Integrating results from multi-omics level of evidence
To obtain a full picture of associations between regulation of mitochondrial-related genes and sepsis at different levels, we integrated results from three different gene regulation tiers. Since proteins were the ultimate expression products of genes and establishing evidence of causation at the protein level was a fundamental requirement, all three tiers of causal candidate genes in our classification were required to have genes causally associated with sepsis at the protein level.

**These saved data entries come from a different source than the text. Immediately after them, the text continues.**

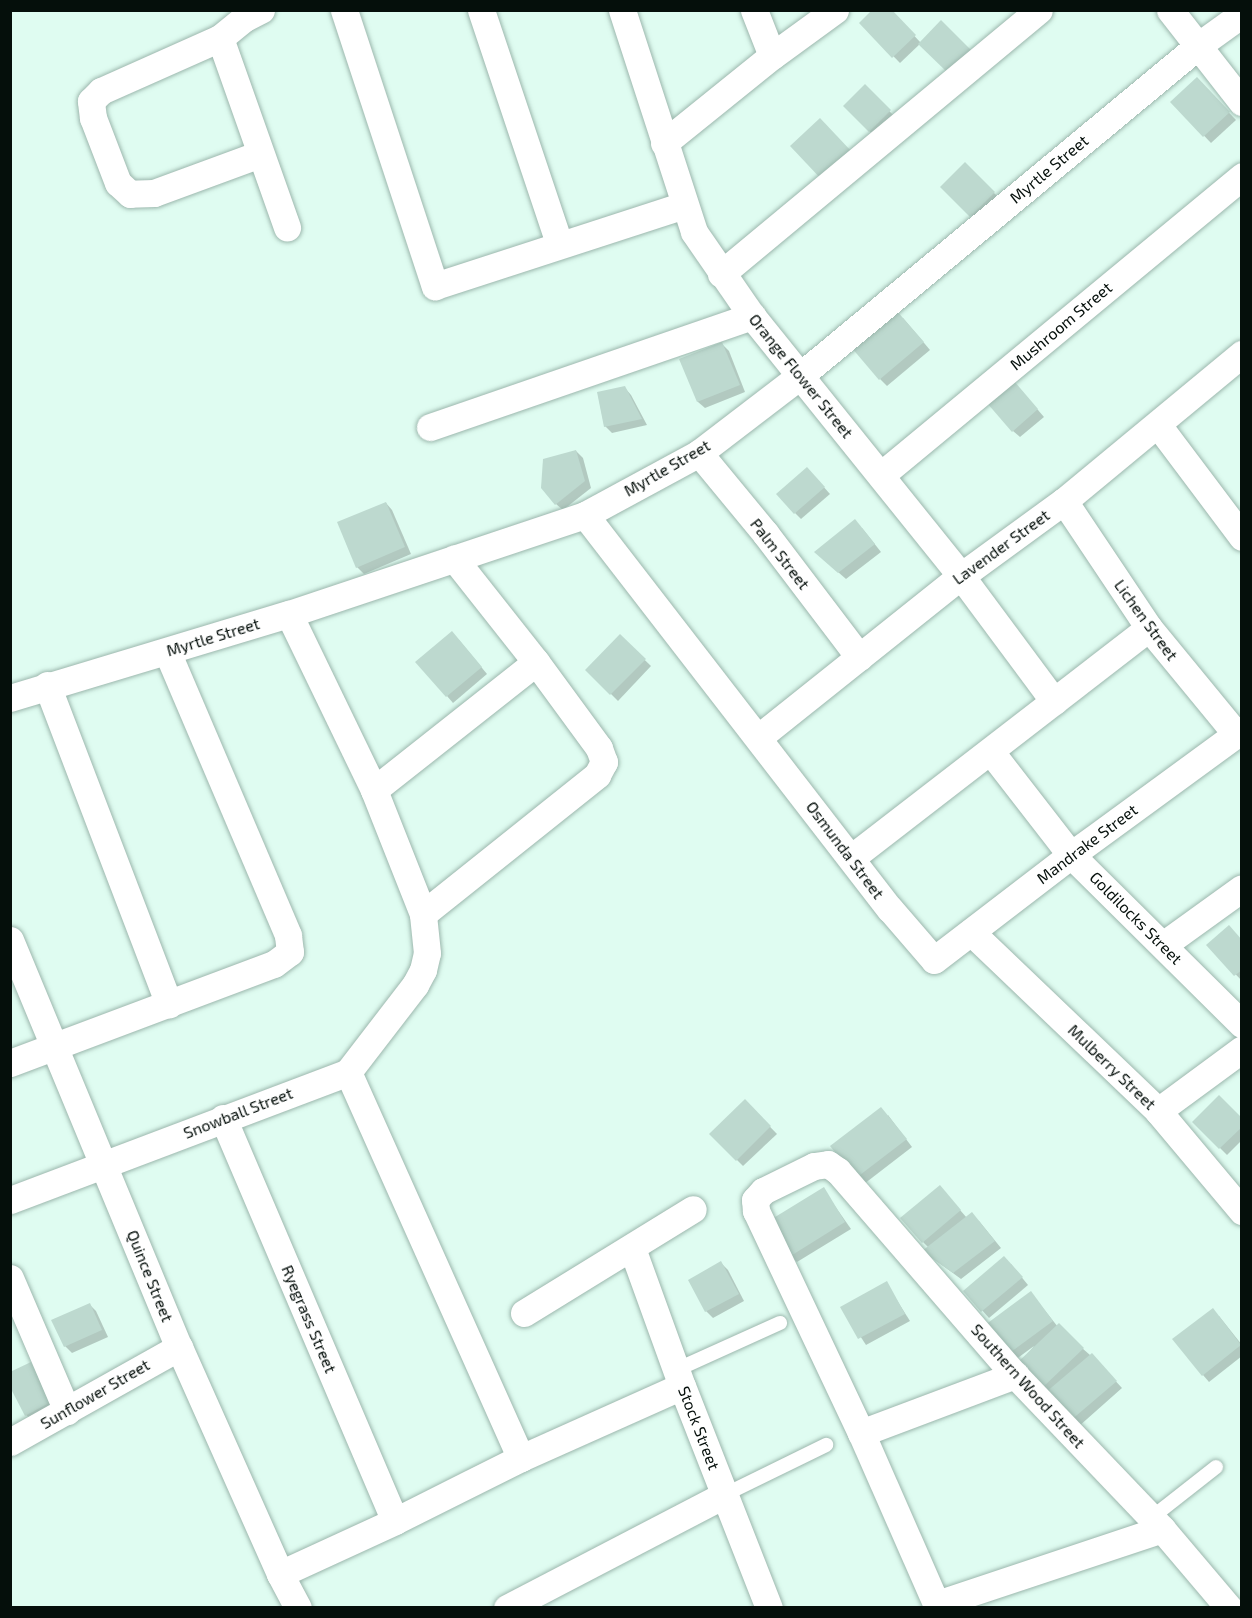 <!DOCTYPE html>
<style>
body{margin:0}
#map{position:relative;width:1252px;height:1618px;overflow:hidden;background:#dffcf1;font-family:"Exo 2",sans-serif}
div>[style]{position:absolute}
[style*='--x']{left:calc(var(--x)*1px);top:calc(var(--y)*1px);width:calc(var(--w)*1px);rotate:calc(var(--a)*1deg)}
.shadow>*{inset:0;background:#0003}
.building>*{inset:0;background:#bdd9cf}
.roads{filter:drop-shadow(0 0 2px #9cb7ad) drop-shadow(0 0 2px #9cb7ad)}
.service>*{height:14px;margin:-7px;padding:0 7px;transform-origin:7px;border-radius:7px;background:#fff}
.minor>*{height:27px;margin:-13.5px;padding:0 13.5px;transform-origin:13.5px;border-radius:13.5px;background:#fff}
span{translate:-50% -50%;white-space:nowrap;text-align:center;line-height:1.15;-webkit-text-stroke:5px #fff;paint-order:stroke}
.street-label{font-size:16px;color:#050f0b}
.frame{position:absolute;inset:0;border:12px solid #050f0b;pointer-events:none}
</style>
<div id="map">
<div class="shadow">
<i style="clip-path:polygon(890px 10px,921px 43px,900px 63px,861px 23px)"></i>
<i style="clip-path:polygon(1197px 79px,1236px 120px,1211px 143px,1172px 102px)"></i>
<i style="clip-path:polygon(865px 86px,896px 118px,876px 138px,845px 106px)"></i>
<i style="clip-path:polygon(965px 164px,1000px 199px,978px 222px,943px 187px)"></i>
<i style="clip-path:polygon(903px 318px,930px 350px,887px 386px,880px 379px)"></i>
<i style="clip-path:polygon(722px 344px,729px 351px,745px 392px,705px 408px,698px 402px,681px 360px)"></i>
<i style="clip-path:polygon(625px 388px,631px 395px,647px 425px,612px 433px,605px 426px)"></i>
<i style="clip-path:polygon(1020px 389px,1044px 417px,1020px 437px,1013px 431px)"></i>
<i style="clip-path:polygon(576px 451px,583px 458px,591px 488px,563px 510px,556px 504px)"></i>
<i style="clip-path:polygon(813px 475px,830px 494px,801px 519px,795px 513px)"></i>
<i style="clip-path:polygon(386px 503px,392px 510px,411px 554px,364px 574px,357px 567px)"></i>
<i style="clip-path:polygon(862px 528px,881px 552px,846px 579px,823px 559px)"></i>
<i style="clip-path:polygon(620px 636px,651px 666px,618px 701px,587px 670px)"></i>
<i style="clip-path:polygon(459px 640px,487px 674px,453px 703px,447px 696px)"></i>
<i style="clip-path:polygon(1242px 941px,1242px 981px,1208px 945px)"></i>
<i style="clip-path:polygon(745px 1101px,777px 1134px,743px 1166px,711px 1134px)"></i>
<i style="clip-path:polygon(888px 1115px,912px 1147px,864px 1184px,857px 1177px)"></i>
<i style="clip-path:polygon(1242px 1120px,1242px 1140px,1227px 1155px,1194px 1122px)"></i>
<i style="clip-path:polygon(823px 1189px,851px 1229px,797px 1262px,790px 1256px)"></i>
<i style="clip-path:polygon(946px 1194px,967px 1218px,979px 1221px,1001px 1248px,961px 1279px,931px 1257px,929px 1248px,923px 1242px)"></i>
<i style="clip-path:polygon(721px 1263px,728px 1270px,744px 1301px,713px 1318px,706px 1311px)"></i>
<i style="clip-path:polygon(1011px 1264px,1028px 1285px,989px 1318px,965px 1291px)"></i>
<i style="clip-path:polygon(886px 1283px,910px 1321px,866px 1345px,842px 1308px)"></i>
<i style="clip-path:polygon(1031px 1293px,1058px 1327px,1098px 1362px,1122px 1388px,1078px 1427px,1020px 1363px,1034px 1346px,1015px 1360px,1008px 1354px)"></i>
<i style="clip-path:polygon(90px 1305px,96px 1311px,108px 1337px,72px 1353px,65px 1346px)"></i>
<i style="clip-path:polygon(1219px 1316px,1242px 1345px,1242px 1356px,1209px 1382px,1203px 1375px)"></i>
<i style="clip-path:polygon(30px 1364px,57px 1409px,33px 1421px,26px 1415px)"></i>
</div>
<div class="building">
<i style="clip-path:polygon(872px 10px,892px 10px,916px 35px,892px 58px,859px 23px)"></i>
<i style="clip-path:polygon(941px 20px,971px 50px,948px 73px,918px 44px)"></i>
<i style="clip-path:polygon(1197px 77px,1230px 112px,1203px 137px,1170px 102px)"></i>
<i style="clip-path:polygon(865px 84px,891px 110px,869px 132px,843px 106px)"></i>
<i style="clip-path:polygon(820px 118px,853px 153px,823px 181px,790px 146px)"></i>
<i style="clip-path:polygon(965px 162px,995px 192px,970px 217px,940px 187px)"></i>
<i style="clip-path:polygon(896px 310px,924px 342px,879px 380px,851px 347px)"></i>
<i style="clip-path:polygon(722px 342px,740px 385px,697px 402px,679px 359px)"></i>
<i style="clip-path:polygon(1014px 381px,1038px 409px,1012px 432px,987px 403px)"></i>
<i style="clip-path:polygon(625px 386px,642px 419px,604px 427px,597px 392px)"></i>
<i style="clip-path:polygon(576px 450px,585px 481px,555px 505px,541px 488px,543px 459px)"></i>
<i style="clip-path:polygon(807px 467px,825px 487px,794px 514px,776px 494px)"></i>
<i style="clip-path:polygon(386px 502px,405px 547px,356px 568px,337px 522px)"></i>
<i style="clip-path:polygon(855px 519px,875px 544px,838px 573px,814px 552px)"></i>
<i style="clip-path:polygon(452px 631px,482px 667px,446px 697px,415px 662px)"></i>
<i style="clip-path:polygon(620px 634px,646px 659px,610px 695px,585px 670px)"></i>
<i style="clip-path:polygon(1229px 925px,1242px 940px,1242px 970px,1234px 976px,1206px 945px)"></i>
<i style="clip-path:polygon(1219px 1095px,1242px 1118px,1242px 1127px,1219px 1149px,1192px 1122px)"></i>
<i style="clip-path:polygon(745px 1099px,771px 1126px,736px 1161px,709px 1134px)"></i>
<i style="clip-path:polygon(881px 1107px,907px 1139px,856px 1178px,830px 1146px)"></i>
<i style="clip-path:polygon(940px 1185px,961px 1210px,922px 1243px,900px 1218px)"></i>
<i style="clip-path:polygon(824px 1187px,845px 1222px,789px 1257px,767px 1222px)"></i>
<i style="clip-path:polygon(972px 1212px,995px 1241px,953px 1273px,922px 1251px)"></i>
<i style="clip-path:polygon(1004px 1256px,1023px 1277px,981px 1312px,963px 1291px)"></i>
<i style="clip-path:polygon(721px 1261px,739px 1294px,705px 1312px,688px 1280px)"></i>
<i style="clip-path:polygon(887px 1281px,905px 1314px,858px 1339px,840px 1307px)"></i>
<i style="clip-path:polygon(1031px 1291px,1053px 1321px,1007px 1355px,985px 1325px)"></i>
<i style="clip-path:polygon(90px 1303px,102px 1330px,64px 1347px,51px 1320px)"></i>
<i style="clip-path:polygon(1213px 1308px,1241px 1345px,1202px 1376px,1172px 1339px)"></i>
<i style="clip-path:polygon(1059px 1323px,1084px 1348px,1042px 1388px,1018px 1362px)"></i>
<i style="clip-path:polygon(1092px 1353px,1117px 1381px,1070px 1421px,1045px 1393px)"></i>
<i style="clip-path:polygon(31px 1362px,51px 1402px,25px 1416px,10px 1387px,10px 1372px)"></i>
</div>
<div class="roads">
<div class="service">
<i style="--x:678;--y:1369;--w:112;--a:-24.3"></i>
<i style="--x:724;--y:1495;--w:114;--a:-26.1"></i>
<i style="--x:1150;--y:1519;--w:84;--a:-38.2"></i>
</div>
<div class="minor">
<i style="--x:344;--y:10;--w:291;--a:71.8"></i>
<i style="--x:435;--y:286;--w:262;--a:-18"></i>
<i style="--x:481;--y:10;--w:246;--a:71.5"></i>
<i style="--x:622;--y:10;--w:233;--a:72"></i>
<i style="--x:694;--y:232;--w:102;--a:55.4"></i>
<i style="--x:752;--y:316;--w:334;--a:51.2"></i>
<i style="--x:961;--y:576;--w:156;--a:53.4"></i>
<i style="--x:754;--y:10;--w:49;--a:68.6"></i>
<i style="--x:1170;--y:10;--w:117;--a:52"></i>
<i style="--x:220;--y:38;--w:201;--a:70.5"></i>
<i style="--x:664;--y:143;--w:139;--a:-38.9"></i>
<i style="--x:772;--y:56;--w:78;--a:-36.1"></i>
<i style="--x:260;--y:154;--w:113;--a:159.8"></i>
<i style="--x:154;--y:193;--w:24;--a:178"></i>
<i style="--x:130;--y:194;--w:16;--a:-137"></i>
<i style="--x:118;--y:183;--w:70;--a:-111"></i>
<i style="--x:93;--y:118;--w:17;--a:-97"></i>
<i style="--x:91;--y:101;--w:14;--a:-45"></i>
<i style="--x:101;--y:91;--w:130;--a:-24"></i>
<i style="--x:220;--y:38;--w:32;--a:-39"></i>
<i style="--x:245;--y:18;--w:18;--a:-27"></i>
<i style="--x:721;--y:274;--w:413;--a:-39.7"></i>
<i style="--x:1158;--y:425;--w:140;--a:53.1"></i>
<i style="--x:430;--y:427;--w:341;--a:-19"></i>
<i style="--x:699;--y:453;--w:104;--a:50.5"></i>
<i style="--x:765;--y:533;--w:156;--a:52.8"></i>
<i style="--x:881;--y:475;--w:469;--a:-39.6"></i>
<i style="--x:1064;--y:501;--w:153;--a:56.2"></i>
<i style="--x:1149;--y:628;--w:137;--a:50.6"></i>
<i style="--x:585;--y:515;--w:498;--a:52.3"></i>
<i style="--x:890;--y:909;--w:67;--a:49.2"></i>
<i style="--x:934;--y:960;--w:173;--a:-37.5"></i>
<i style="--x:1071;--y:855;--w:212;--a:-36.2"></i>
<i style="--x:47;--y:685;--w:342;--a:69.1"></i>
<i style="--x:10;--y:698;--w:291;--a:-16.8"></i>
<i style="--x:289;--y:614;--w:312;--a:-18.5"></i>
<i style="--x:585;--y:515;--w:130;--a:-28.5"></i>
<i style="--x:699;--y:453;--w:128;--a:-37.4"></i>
<i style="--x:801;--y:375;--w:517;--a:-39.66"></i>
<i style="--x:1199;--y:45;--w:53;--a:-35.8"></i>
<i style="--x:759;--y:737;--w:258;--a:-38.6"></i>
<i style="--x:961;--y:576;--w:127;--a:-36.1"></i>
<i style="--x:1064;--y:501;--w:231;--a:-39.6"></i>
<i style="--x:991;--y:752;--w:130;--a:52.2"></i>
<i style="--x:1071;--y:855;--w:240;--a:44.7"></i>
<i style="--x:374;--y:790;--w:206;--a:-38.3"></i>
<i style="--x:851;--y:858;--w:376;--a:-37.7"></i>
<i style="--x:423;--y:914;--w:223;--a:-38.6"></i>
<i style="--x:597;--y:775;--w:15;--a:-62"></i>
<i style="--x:604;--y:762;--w:15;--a:-110"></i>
<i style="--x:599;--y:748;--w:107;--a:-126.2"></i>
<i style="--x:536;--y:662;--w:132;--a:-128.3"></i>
<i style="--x:971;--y:932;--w:259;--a:43.7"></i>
<i style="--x:1158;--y:1111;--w:131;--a:50"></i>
<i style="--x:10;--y:940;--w:441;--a:67.5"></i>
<i style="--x:179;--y:1347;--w:248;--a:66"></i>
<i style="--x:280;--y:1574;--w:38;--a:62"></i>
<i style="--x:1163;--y:945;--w:97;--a:-35.8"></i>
<i style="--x:10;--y:1063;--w:282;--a:-20.6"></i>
<i style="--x:274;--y:964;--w:20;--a:-37"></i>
<i style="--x:290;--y:952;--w:17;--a:-97"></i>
<i style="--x:288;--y:935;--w:308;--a:-113.1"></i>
<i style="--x:348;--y:1072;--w:423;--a:65.9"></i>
<i style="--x:1158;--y:1111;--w:104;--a:-36.4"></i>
<i style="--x:223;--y:1118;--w:438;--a:66.9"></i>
<i style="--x:10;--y:1200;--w:361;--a:-20.7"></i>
<i style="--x:348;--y:1072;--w:110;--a:-52.4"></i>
<i style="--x:415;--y:985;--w:17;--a:-62"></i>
<i style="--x:423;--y:970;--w:17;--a:-77"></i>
<i style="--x:427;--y:953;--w:39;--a:-96"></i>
<i style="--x:423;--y:914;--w:133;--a:-111.6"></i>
<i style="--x:374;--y:790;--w:195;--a:-115.8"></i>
<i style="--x:632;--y:1248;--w:147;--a:70.1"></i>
<i style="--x:682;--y:1386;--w:238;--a:68.6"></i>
<i style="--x:10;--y:1278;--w:145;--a:66.8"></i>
<i style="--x:524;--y:1313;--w:198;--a:-31.6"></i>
<i style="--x:861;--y:1433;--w:165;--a:-20.6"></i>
<i style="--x:10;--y:1442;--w:194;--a:-29.3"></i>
<i style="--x:280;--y:1574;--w:127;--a:-24.7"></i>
<i style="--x:395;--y:1521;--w:141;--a:-26.6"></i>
<i style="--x:521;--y:1458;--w:176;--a:-24.1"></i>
<i style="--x:937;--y:1604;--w:237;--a:-18.4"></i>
<i style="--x:507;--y:1608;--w:245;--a:-27.5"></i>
<i style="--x:938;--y:1608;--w:191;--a:-113.7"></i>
<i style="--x:861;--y:1433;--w:246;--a:-115.3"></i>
<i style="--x:756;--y:1211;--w:11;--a:-95"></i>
<i style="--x:755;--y:1200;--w:12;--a:-48"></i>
<i style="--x:763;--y:1191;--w:57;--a:-26.1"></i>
<i style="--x:814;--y:1166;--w:14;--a:-8"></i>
<i style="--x:828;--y:1164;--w:12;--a:35"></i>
<i style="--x:838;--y:1171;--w:270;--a:49.1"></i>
<i style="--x:1015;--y:1375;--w:213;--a:46.3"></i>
<i style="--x:1162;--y:1529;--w:104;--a:49.7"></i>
</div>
</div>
<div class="street-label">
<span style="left:1049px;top:169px;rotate:-40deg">Myrtle Street</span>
<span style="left:1061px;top:326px;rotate:-40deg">Mushroom Street</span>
<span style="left:801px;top:376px;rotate:51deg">Orange Flower Street</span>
<span style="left:667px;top:468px;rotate:-30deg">Myrtle Street</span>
<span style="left:1001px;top:547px;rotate:-36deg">Lavender Street</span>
<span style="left:780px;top:554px;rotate:52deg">Palm Street</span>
<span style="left:1146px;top:620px;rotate:54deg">Lichen Street</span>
<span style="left:213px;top:637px;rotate:-17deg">Myrtle Street</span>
<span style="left:1087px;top:844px;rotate:-37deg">Mandrake Street</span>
<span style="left:845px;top:850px;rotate:53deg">Osmunda Street</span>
<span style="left:1136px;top:918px;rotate:45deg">Goldilocks Street</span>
<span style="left:1112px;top:1067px;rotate:44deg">Mulberry Street</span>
<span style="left:238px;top:1113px;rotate:-21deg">Snowball Street</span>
<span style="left:150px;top:1276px;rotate:68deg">Quince Street</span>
<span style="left:309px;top:1319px;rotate:67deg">Ryegrass Street</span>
<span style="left:1028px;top:1386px;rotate:48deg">Southern Wood Street</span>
<span style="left:95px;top:1394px;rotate:-30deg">Sunflower Street</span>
<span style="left:699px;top:1428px;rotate:69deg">Stock Street</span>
</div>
<div class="frame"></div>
</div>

Based on this principle, we divided the causal candidate genes into three tiers using the following criteria: 1) tier 1 genes were defined to have gene-sepsis associations at protein abundance level (FDR-corrected P-value < 0.05), PPH4 of colocalization > 0.7, and associations with sepsis at both methylation and expression levels (FDR-corrected P-value < 0.05); 2) tier 2 genes were defined to have gene-sepsis association at protein abundance level (FDR-corrected P-value < 0.05), PPH4 of colocalization > 0.7, and associations with sepsis at methylation or expression levels (FDR-corrected P-value < 0.05); 3) tier 3 genes were defined to have gene-sepsis associations at protein abundance level (FDR-corrected P-value < 0.05), PPH4 of colocalization of ≥ 0.5 and < 0.7, and associations with sepsis at both methylation and expression levels (original P-value < 0.05). To further explore the potential regulation among gene methylation, expression, and protein abundance, we conducted MR analysis of the causal associations between mitochondrial-related gene methylation and expression, gene expression, and protein abundance. We further performed colocalization analysis for identified associations to rule out the possibility that the association is caused by linkage disequilibrium.
Ethics
Included studies had been approved by corresponding ethical review committees and all participants signed the consent forms.
Role of funders
The funders had no role in the study design, data collection, analysis, interpretation, manuscript preparation, or the decision to submit the manuscript for publication.